Изменить размер шрифта - +

— Если это не провокация, — заключил мой собеседник, — то почему на последнем этапе своего полета командир экипажа южнокорейского самолета сделал явную попытку оторваться от преследования и уйти безнаказанным. После неоднократных предупреждений и попыток приземлить нарушителя на своей территории, как это делается всегда в таких случаях, у советских истребителей–перехватчиков другого выхода не оставалось…

Нет, знакомый американский коллега отнюдь не одинок в своих рассуждениях и анализе уже известных фактов. В представительство СССР при ООН приходили ньюйоркцы, звонили жители разных штатов страны, стремясь разобраться в подлинных причинах инцидента и до конца не веря в искренность вашингтонской администрации. Видимо, опасаясь международного скандала, телефон нашей дипломатической миссии не отключали. Спокойные, трезвые голоса прорывались и сквозь плотную шумовую завесу антисоветизма на телевидении и в печати.

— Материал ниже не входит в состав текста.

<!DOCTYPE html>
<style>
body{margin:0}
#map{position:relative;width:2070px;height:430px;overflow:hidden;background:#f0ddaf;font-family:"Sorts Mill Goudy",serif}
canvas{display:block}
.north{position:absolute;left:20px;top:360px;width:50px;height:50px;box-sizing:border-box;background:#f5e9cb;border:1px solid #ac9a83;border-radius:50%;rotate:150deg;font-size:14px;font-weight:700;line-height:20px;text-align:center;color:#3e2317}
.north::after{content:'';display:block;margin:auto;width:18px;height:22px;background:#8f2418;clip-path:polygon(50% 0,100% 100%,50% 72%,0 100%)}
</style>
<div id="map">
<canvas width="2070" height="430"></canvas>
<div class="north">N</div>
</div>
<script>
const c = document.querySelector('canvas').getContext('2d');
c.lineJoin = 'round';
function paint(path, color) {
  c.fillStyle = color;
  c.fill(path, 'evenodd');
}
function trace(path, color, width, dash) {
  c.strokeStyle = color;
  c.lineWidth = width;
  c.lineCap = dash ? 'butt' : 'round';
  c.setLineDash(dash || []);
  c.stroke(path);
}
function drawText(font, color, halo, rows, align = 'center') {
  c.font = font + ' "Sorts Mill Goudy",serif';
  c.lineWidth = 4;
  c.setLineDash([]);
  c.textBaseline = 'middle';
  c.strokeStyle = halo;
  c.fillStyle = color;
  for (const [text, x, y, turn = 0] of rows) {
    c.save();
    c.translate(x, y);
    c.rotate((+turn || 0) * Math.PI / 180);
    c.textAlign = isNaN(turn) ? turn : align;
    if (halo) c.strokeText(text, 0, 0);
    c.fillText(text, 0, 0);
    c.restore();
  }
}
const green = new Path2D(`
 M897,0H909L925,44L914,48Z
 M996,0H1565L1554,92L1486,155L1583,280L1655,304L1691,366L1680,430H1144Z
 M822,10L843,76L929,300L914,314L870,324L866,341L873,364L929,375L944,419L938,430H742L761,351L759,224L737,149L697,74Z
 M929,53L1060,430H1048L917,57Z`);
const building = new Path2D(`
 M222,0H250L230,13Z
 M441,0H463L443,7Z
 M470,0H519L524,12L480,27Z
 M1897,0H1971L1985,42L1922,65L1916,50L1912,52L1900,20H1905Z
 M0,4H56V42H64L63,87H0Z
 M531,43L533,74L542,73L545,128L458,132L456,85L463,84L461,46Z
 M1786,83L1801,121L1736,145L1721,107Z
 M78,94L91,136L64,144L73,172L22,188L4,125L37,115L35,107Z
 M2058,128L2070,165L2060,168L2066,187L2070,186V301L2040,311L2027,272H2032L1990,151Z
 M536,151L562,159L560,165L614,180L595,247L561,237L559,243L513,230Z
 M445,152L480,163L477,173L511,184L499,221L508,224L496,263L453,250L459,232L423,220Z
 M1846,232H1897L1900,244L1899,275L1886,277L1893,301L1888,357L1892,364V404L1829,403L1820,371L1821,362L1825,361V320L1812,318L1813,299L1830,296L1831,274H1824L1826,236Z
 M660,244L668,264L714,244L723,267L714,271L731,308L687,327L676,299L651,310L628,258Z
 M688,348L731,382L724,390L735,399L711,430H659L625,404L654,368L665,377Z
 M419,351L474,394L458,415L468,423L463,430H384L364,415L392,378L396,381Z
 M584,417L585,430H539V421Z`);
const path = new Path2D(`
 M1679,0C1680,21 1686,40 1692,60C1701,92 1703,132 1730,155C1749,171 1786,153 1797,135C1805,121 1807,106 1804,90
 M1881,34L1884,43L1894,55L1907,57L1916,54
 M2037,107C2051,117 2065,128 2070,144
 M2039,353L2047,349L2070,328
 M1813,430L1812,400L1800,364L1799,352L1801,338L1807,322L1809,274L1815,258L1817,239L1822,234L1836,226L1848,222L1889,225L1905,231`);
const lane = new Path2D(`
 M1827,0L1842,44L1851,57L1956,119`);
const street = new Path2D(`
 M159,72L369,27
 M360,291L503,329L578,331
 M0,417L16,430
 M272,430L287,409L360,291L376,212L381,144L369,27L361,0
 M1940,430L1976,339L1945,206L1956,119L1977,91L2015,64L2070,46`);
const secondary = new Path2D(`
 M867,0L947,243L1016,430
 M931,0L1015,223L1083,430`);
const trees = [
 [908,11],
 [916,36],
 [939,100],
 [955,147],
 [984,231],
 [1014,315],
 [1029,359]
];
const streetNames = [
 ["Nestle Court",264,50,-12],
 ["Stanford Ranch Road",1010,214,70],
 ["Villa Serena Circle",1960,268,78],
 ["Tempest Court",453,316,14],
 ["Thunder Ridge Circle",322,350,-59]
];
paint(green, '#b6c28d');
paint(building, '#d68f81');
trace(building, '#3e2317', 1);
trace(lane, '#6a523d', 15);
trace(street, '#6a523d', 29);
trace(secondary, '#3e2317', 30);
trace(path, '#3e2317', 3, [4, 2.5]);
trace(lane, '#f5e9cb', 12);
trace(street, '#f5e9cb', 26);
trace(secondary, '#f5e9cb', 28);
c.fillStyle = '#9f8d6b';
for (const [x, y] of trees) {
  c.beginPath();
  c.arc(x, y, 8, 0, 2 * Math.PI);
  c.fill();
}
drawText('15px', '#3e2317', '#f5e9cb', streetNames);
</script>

Прислушиваясь внимательнее к игре вашингтонского «оркестра», невольно можно было обнаружить: не все «музыканты» строго следовали дирижерской команде, кое–кто сбивался с общего тона. Хотелось ему или нет, но так получилось у корреспондента «Нью–Йорк тайме» Макгилла. В своей заметке, подверстанной к общему потоку брани и призывов к «стихийным демонстрациям», он осмелился поставить всего лишь несколько вопросов. В частности, почему при всем совершенстве находящейся на борту самолета электронной техники он ушел с установленного курса и углубился в воздушное пространство Советского Союза на 500 километров? Почему поддерживавшие с ним радиоконтакт японские и американские наземные службы не предупредили его об этом? Если на борту его действительно что–то произошло, почему экипаж ничего не сообщил на землю?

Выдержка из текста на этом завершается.